Sumamos, restamos y coleccionamos estadísticas que dicen que nuestra
media de esperanza de vida ronda ya los ochenta años. Desde ese punto de
vista y suponiendo que yo vaya a ser otro número que reafirme la
estadística (imposible saberlo hoy), he andado la mitad del camino. Una
vez me dijo una persona de edad avanzada que él estaba al final del
metro. Lo dijo sacando una de esas herramientas medidoras enrollables
que, efectivamente, medía un metro. Lo estiró hasta el límite de
resistencia del muelle que retrae automáticamente la lámina metálica
graduada de estos aparatejos a velocidad pasmosa.
-Míralo como quieras -dijo-, pero por mucho que intente estirarlo no pasaré mucho más allá de este trecho.

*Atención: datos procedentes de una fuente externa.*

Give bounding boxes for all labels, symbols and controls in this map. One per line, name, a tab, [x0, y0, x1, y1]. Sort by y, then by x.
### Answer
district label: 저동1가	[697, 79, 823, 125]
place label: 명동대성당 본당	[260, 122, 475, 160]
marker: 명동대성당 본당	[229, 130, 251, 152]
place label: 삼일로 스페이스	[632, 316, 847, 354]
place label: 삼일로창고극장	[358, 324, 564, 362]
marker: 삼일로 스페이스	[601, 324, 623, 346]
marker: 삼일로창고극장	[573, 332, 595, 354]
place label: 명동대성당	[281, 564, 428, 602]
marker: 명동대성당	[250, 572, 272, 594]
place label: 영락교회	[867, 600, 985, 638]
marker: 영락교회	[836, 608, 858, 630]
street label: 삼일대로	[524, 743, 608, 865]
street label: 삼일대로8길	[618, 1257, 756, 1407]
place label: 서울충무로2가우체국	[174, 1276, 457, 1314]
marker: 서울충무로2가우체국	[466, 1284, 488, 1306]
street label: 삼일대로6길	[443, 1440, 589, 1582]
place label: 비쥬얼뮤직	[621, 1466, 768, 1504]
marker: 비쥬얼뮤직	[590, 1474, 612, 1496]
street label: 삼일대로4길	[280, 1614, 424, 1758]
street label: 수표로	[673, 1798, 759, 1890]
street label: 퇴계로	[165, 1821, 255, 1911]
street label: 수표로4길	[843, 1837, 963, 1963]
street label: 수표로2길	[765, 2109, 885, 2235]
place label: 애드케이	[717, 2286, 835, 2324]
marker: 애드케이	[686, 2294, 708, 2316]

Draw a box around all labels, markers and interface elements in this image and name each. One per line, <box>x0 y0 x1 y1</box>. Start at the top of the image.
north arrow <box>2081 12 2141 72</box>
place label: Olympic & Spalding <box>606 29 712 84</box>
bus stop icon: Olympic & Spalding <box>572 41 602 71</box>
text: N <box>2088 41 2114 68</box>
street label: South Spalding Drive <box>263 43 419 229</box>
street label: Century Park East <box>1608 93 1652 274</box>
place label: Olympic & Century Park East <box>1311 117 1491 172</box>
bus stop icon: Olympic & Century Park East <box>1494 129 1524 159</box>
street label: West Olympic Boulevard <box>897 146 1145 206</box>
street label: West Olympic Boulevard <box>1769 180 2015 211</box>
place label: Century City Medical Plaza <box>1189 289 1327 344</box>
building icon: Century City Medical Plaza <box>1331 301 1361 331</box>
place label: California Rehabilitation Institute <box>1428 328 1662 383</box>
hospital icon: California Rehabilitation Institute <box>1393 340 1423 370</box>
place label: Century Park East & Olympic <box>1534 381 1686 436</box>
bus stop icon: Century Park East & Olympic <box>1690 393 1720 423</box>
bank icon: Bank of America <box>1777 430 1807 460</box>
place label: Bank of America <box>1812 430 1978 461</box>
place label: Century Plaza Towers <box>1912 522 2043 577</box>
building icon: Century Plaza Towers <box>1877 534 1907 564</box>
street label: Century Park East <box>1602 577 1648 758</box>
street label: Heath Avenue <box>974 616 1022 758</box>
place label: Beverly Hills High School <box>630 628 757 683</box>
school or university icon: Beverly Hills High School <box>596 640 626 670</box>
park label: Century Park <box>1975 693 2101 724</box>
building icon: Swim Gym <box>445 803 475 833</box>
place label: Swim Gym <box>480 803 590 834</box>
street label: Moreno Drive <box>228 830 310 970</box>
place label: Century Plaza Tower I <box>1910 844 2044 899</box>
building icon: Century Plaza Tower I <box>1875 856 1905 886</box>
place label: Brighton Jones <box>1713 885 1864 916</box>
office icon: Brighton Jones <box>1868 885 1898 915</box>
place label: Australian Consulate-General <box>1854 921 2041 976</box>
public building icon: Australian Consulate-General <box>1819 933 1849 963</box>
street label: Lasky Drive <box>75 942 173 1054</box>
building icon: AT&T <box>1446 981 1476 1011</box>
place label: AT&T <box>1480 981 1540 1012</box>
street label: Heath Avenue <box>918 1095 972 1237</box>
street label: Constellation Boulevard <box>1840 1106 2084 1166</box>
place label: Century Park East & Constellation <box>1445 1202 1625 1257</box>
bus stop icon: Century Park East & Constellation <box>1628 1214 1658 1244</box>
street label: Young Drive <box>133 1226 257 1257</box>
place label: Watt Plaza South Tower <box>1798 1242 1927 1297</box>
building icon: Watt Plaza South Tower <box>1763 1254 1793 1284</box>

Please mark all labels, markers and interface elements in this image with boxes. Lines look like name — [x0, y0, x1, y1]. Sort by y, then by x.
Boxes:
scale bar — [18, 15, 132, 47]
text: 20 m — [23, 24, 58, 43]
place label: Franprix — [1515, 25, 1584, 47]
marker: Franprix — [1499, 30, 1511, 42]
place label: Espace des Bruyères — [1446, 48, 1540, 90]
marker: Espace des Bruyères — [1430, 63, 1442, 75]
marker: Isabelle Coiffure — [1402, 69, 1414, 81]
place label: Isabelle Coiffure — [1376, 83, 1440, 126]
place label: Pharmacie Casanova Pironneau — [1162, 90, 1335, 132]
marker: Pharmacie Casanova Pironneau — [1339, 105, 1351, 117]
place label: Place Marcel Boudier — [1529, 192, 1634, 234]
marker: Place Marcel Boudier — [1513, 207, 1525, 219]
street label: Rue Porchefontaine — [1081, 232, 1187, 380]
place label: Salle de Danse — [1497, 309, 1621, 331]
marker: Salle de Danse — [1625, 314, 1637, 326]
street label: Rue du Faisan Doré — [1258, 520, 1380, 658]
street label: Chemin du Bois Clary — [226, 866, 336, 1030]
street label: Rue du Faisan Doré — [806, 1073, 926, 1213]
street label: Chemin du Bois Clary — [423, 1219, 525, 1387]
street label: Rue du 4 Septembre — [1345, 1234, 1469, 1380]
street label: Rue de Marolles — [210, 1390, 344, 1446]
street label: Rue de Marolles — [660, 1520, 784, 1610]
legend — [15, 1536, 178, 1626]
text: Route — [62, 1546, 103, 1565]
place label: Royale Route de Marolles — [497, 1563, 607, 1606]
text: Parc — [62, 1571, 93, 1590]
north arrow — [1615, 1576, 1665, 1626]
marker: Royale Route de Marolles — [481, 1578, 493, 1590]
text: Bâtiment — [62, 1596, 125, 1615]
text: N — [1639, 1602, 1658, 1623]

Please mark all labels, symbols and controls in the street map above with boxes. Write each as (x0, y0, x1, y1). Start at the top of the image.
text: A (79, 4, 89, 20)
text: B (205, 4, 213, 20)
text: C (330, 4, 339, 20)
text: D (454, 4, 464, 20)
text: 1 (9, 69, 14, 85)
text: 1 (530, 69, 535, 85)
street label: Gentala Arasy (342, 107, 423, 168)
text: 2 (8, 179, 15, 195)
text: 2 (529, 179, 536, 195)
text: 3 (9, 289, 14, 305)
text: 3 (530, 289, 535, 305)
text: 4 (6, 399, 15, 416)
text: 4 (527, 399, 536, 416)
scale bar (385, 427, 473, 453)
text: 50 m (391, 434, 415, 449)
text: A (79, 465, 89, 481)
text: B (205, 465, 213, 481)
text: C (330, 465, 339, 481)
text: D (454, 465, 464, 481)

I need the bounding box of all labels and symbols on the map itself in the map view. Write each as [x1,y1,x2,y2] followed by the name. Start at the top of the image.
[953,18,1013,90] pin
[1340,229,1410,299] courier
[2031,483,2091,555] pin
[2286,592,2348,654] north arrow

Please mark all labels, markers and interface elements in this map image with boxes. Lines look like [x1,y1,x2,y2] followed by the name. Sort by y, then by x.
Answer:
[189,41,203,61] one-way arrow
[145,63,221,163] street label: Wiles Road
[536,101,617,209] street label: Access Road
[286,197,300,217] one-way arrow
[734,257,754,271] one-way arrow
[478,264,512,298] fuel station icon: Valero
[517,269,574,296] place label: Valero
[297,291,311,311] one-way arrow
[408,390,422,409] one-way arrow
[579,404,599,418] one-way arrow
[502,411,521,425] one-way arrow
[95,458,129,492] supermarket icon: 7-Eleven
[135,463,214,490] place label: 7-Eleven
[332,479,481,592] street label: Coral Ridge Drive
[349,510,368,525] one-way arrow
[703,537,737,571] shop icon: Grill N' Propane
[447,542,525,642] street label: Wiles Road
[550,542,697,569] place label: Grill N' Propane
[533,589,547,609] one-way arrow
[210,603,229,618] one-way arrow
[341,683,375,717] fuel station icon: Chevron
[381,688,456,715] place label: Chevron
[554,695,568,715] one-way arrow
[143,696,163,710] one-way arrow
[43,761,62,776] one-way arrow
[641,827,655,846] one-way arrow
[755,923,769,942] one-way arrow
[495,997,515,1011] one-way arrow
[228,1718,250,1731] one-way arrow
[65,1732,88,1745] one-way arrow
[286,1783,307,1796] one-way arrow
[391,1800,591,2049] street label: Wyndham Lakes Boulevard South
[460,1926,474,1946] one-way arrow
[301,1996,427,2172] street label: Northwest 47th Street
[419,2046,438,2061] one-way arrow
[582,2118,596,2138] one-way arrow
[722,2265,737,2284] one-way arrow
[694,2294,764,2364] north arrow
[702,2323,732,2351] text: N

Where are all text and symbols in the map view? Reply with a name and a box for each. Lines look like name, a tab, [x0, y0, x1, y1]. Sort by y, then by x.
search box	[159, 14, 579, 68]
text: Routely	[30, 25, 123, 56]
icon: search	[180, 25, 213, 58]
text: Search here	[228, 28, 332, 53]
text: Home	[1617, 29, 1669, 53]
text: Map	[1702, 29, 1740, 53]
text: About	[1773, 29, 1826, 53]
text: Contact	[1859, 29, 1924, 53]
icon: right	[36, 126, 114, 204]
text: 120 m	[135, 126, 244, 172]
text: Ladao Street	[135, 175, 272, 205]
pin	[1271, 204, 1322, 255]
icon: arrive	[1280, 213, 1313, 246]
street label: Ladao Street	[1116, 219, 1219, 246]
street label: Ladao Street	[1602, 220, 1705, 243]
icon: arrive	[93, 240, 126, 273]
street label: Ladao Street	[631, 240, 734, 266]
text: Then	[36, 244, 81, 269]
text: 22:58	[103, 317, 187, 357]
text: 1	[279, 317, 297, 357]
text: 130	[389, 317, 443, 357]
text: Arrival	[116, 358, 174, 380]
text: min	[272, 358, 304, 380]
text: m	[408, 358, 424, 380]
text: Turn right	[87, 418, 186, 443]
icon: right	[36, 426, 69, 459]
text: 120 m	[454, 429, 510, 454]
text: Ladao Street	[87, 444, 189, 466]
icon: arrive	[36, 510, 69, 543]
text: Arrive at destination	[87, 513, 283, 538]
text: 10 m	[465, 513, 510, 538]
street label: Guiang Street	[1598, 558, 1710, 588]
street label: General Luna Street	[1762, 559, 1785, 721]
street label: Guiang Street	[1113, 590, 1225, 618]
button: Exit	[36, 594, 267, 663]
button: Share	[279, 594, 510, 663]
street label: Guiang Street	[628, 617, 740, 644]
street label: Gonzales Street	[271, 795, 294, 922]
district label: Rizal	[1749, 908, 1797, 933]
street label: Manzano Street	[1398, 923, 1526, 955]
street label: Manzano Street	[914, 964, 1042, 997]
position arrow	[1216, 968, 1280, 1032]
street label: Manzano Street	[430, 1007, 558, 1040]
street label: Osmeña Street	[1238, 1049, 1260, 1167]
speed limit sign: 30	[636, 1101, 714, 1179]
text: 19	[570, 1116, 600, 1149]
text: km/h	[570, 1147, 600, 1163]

Lo decía -o eso supuse- en el convencimiento de que no iba a desaprovechar ese tiempo restante hecho herramienta de medición. El tiempo hecho espacio seriado milimétricamente, amenazante en su descuento.
En
otra ocasión me explicaron otro caso de medición concienzuda de los
días que a uno supuestamente le quedan. Nunca he calibrado la veracidad
del caso, pero en su momento lo di por bueno y sigo haciéndolo. Quien me
lo relató no sacaba nada, ni beneficio ni perjuicio, contandome una
falsedad. No pretendía más de mí que ejemplificar, desde el punto de
vista de la programación neurolinguística, cómo podemos cambiar
radicalmente nuestro punto de vista vital, nuestra forma de percibir el
mundo a raíz de un suceso determinado. Se trataba de una persona de
mediana edad -Carlos, creo que me dijo que se llamaba este amigo del
relator- obesionada por el trabajo que tras sufrir un infarto grave y
haber medio traspasado la línea de la vida se dijo que aprovecharía cada
día de esta segunda oportunidad regalada. Para ello dispuso una gran
tabla repleta de marcas en una habitación que tenía preparada a modo de
gimnasio casero. Cada marca representaba un día de los que supuestamente
le quedarían hasta llegar a esa cifra estadística y finalista de los
ochenta años y así, cada mañana, mientras realizaba sus ejercicios
rutinarios, corriendo inmóvil sobre una cinta o levantando pesos
improductivos, con la esperanza secreta de certificar cada una de esas
marcas o incluso poder añadir alguna más al tablero, veía la
representación de su hipotético tiempo futuro.
A
las puertas de mi aniversario pienso en todo esto como algo terrible e
insoportable. Restar días, restar tiempo para sumar la sensación cada
vez más pesada de que siempre nos quedarán cosas por hacer. Que
acabaremos antes nuestro tiempo concedido. Desconozco desde cuándo
llevaba el hombre del metro en el bolsillo mostrando sus días sobre la
lámina milimetrada y metálica en una insatisfacción de crecimiento
exponencial, pero casi estoy convencido de que en algún momento lo
dejará de hacer, si no lo ha hecho ya. Como ese Carlos descolgará la
tabla de su gimnasio en algún momento, tal vez cuando vea que las marcas
han disminuido en demasía. Adquirir gráficamente la conciencia del
tiempo que a uno le queda (tiempo inexacto, impreciso e irreal, por otra parte), lejos de ayudar al aprovechamiento del tiempo real y cotidiano que tenemos, debe crear una ansiedad insoportable, porque la lista de cosas que a uno le quedan por hacer siempre supera a la de cosas que uno hace o puede hacer. Exprimiendo el tiempo también nos exprimimos a nosotros mismos y el jugo resultante tiene un sabor cuanto menos amargo.Llego a estos cuarenta en una suma imperfecta de instantes que me han llevado y me han traído hasta aquí. Sólo he conseguido dominarlo a ratos -el tiempo-, cuando he conseguido fluir con él, no contra él. Y esa es mi humilde pretensión para mañana, no sé si para pasado. Seguir fluyendo en una suma imperfecta de amores, amistades, risas, penas, dolores y quebrantos que ninguna matemática sustenta. Por eso, dos de veinte no hacen mis cuarenta.